Task directions:
Please reproduce the entries that follow without a single difference.
*** Provided records Section Begins ***
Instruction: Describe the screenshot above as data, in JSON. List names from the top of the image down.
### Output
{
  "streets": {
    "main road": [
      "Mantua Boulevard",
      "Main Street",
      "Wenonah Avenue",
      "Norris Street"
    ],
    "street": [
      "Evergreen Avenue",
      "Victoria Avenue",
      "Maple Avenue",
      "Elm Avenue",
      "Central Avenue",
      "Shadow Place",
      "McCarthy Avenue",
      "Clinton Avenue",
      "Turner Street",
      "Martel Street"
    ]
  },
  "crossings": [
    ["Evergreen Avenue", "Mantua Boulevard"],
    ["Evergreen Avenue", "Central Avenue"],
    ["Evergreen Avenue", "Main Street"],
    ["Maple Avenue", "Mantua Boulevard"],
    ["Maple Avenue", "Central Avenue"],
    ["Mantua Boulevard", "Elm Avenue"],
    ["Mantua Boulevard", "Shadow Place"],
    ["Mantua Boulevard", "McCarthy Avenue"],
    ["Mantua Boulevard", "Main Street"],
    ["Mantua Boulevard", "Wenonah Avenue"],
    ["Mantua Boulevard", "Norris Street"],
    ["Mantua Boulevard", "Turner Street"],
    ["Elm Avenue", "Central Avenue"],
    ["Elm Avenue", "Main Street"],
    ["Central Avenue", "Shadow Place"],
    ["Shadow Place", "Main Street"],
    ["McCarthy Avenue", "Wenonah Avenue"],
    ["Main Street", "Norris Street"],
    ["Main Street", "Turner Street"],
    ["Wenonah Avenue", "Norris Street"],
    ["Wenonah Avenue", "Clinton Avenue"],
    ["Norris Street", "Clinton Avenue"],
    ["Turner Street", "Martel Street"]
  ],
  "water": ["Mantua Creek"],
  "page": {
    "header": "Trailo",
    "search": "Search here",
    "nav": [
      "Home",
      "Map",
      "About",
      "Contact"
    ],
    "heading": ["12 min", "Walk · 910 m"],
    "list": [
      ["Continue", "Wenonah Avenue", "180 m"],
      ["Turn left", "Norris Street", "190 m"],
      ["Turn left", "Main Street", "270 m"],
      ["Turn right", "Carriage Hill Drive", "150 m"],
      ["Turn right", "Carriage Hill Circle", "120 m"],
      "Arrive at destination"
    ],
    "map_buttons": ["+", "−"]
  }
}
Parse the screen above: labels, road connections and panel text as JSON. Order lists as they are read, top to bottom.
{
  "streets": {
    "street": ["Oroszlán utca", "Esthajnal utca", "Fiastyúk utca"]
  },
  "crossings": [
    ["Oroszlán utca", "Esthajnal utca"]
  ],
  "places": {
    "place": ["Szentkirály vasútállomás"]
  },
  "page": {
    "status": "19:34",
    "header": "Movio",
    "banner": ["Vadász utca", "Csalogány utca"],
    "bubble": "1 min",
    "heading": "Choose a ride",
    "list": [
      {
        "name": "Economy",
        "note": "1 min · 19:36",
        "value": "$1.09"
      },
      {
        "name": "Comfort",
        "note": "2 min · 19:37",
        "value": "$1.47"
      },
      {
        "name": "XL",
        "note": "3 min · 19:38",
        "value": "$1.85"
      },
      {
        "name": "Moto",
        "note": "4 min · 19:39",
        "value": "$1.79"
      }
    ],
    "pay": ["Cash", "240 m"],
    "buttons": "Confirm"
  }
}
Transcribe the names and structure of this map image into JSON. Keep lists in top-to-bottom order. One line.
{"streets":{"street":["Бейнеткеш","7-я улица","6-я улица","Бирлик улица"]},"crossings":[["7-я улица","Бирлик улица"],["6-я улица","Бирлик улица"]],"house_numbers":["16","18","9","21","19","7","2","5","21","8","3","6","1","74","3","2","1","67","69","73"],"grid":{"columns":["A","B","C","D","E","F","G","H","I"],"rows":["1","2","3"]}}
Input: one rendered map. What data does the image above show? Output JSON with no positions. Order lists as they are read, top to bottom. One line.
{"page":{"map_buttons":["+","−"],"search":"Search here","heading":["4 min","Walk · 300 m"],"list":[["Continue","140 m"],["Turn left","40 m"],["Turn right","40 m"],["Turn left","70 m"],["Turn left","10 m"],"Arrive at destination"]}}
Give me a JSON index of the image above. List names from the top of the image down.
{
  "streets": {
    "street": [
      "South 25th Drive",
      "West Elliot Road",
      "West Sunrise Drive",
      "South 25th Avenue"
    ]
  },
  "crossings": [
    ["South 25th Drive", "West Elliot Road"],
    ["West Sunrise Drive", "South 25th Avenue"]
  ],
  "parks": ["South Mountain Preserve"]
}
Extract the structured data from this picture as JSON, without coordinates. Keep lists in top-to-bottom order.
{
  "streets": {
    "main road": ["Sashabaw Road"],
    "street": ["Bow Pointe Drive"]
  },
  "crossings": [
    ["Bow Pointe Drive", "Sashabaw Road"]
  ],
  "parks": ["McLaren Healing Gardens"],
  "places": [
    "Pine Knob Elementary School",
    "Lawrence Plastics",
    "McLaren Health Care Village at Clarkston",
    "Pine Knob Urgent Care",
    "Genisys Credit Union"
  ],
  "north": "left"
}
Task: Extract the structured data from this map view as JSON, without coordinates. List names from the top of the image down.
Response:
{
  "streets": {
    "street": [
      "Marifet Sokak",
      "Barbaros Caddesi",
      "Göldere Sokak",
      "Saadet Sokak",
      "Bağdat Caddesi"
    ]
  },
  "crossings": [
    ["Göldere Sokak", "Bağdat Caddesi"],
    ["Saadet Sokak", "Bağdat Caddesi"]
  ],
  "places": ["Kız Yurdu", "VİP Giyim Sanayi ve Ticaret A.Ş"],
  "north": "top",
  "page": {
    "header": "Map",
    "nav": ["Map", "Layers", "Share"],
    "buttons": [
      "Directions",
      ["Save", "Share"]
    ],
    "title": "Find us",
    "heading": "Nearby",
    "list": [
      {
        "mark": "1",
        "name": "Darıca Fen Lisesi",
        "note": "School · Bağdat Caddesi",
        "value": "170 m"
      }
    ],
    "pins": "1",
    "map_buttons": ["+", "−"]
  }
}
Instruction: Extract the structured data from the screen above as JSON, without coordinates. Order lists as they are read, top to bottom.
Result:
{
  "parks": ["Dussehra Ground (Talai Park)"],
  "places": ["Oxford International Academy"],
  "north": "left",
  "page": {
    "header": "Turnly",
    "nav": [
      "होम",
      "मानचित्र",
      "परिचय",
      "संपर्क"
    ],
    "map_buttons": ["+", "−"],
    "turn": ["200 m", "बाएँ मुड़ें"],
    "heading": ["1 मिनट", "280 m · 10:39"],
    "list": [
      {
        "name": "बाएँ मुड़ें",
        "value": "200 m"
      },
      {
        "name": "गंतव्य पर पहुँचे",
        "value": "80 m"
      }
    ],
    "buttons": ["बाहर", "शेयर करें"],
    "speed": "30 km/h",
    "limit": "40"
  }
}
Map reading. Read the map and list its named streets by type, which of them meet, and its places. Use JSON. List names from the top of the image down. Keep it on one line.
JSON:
*** Provided records Section Ends ***
Solution to the problem:
Instruction: Describe the screenshot above as data, in JSON. List names from the top of the image down.
### Output
{
  "streets": {
    "main road": [
      "Mantua Boulevard",
      "Main Street",
      "Wenonah Avenue",
      "Norris Street"
    ],
    "street": [
      "Evergreen Avenue",
      "Victoria Avenue",
      "Maple Avenue",
      "Elm Avenue",
      "Central Avenue",
      "Shadow Place",
      "McCarthy Avenue",
      "Clinton Avenue",
      "Turner Street",
      "Martel Street"
    ]
  },
  "crossings": [
    ["Evergreen Avenue", "Mantua Boulevard"],
    ["Evergreen Avenue", "Central Avenue"],
    ["Evergreen Avenue", "Main Street"],
    ["Maple Avenue", "Mantua Boulevard"],
    ["Maple Avenue", "Central Avenue"],
    ["Mantua Boulevard", "Elm Avenue"],
    ["Mantua Boulevard", "Shadow Place"],
    ["Mantua Boulevard", "McCarthy Avenue"],
    ["Mantua Boulevard", "Main Street"],
    ["Mantua Boulevard", "Wenonah Avenue"],
    ["Mantua Boulevard", "Norris Street"],
    ["Mantua Boulevard", "Turner Street"],
    ["Elm Avenue", "Central Avenue"],
    ["Elm Avenue", "Main Street"],
    ["Central Avenue", "Shadow Place"],
    ["Shadow Place", "Main Street"],
    ["McCarthy Avenue", "Wenonah Avenue"],
    ["Main Street", "Norris Street"],
    ["Main Street", "Turner Street"],
    ["Wenonah Avenue", "Norris Street"],
    ["Wenonah Avenue", "Clinton Avenue"],
    ["Norris Street", "Clinton Avenue"],
    ["Turner Street", "Martel Street"]
  ],
  "water": ["Mantua Creek"],
  "page": {
    "header": "Trailo",
    "search": "Search here",
    "nav": [
      "Home",
      "Map",
      "About",
      "Contact"
    ],
    "heading": ["12 min", "Walk · 910 m"],
    "list": [
      ["Continue", "Wenonah Avenue", "180 m"],
      ["Turn left", "Norris Street", "190 m"],
      ["Turn left", "Main Street", "270 m"],
      ["Turn right", "Carriage Hill Drive", "150 m"],
      ["Turn right", "Carriage Hill Circle", "120 m"],
      "Arrive at destination"
    ],
    "map_buttons": ["+", "−"]
  }
}
Parse the screen above: labels, road connections and panel text as JSON. Order lists as they are read, top to bottom.
{
  "streets": {
    "street": ["Oroszlán utca", "Esthajnal utca", "Fiastyúk utca"]
  },
  "crossings": [
    ["Oroszlán utca", "Esthajnal utca"]
  ],
  "places": {
    "place": ["Szentkirály vasútállomás"]
  },
  "page": {
    "status": "19:34",
    "header": "Movio",
    "banner": ["Vadász utca", "Csalogány utca"],
    "bubble": "1 min",
    "heading": "Choose a ride",
    "list": [
      {
        "name": "Economy",
        "note": "1 min · 19:36",
        "value": "$1.09"
      },
      {
        "name": "Comfort",
        "note": "2 min · 19:37",
        "value": "$1.47"
      },
      {
        "name": "XL",
        "note": "3 min · 19:38",
        "value": "$1.85"
      },
      {
        "name": "Moto",
        "note": "4 min · 19:39",
        "value": "$1.79"
      }
    ],
    "pay": ["Cash", "240 m"],
    "buttons": "Confirm"
  }
}
Transcribe the names and structure of this map image into JSON. Keep lists in top-to-bottom order. One line.
{"streets":{"street":["Бейнеткеш","7-я улица","6-я улица","Бирлик улица"]},"crossings":[["7-я улица","Бирлик улица"],["6-я улица","Бирлик улица"]],"house_numbers":["16","18","9","21","19","7","2","5","21","8","3","6","1","74","3","2","1","67","69","73"],"grid":{"columns":["A","B","C","D","E","F","G","H","I"],"rows":["1","2","3"]}}
Input: one rendered map. What data does the image above show? Output JSON with no positions. Order lists as they are read, top to bottom. One line.
{"page":{"map_buttons":["+","−"],"search":"Search here","heading":["4 min","Walk · 300 m"],"list":[["Continue","140 m"],["Turn left","40 m"],["Turn right","40 m"],["Turn left","70 m"],["Turn left","10 m"],"Arrive at destination"]}}
Give me a JSON index of the image above. List names from the top of the image down.
{
  "streets": {
    "street": [
      "South 25th Drive",
      "West Elliot Road",
      "West Sunrise Drive",
      "South 25th Avenue"
    ]
  },
  "crossings": [
    ["South 25th Drive", "West Elliot Road"],
    ["West Sunrise Drive", "South 25th Avenue"]
  ],
  "parks": ["South Mountain Preserve"]
}
Extract the structured data from this picture as JSON, without coordinates. Keep lists in top-to-bottom order.
{
  "streets": {
    "main road": ["Sashabaw Road"],
    "street": ["Bow Pointe Drive"]
  },
  "crossings": [
    ["Bow Pointe Drive", "Sashabaw Road"]
  ],
  "parks": ["McLaren Healing Gardens"],
  "places": [
    "Pine Knob Elementary School",
    "Lawrence Plastics",
    "McLaren Health Care Village at Clarkston",
    "Pine Knob Urgent Care",
    "Genisys Credit Union"
  ],
  "north": "left"
}
Task: Extract the structured data from this map view as JSON, without coordinates. List names from the top of the image down.
Response:
{
  "streets": {
    "street": [
      "Marifet Sokak",
      "Barbaros Caddesi",
      "Göldere Sokak",
      "Saadet Sokak",
      "Bağdat Caddesi"
    ]
  },
  "crossings": [
    ["Göldere Sokak", "Bağdat Caddesi"],
    ["Saadet Sokak", "Bağdat Caddesi"]
  ],
  "places": ["Kız Yurdu", "VİP Giyim Sanayi ve Ticaret A.Ş"],
  "north": "top",
  "page": {
    "header": "Map",
    "nav": ["Map", "Layers", "Share"],
    "buttons": [
      "Directions",
      ["Save", "Share"]
    ],
    "title": "Find us",
    "heading": "Nearby",
    "list": [
      {
        "mark": "1",
        "name": "Darıca Fen Lisesi",
        "note": "School · Bağdat Caddesi",
        "value": "170 m"
      }
    ],
    "pins": "1",
    "map_buttons": ["+", "−"]
  }
}
Instruction: Extract the structured data from the screen above as JSON, without coordinates. Order lists as they are read, top to bottom.
Result:
{
  "parks": ["Dussehra Ground (Talai Park)"],
  "places": ["Oxford International Academy"],
  "north": "left",
  "page": {
    "header": "Turnly",
    "nav": [
      "होम",
      "मानचित्र",
      "परिचय",
      "संपर्क"
    ],
    "map_buttons": ["+", "−"],
    "turn": ["200 m", "बाएँ मुड़ें"],
    "heading": ["1 मिनट", "280 m · 10:39"],
    "list": [
      {
        "name": "बाएँ मुड़ें",
        "value": "200 m"
      },
      {
        "name": "गंतव्य पर पहुँचे",
        "value": "80 m"
      }
    ],
    "buttons": ["बाहर", "शेयर करें"],
    "speed": "30 km/h",
    "limit": "40"
  }
}
Map reading. Read the map and list its named streets by type, which of them meet, and its places. Use JSON. List names from the top of the image down. Keep it on one line.
JSON:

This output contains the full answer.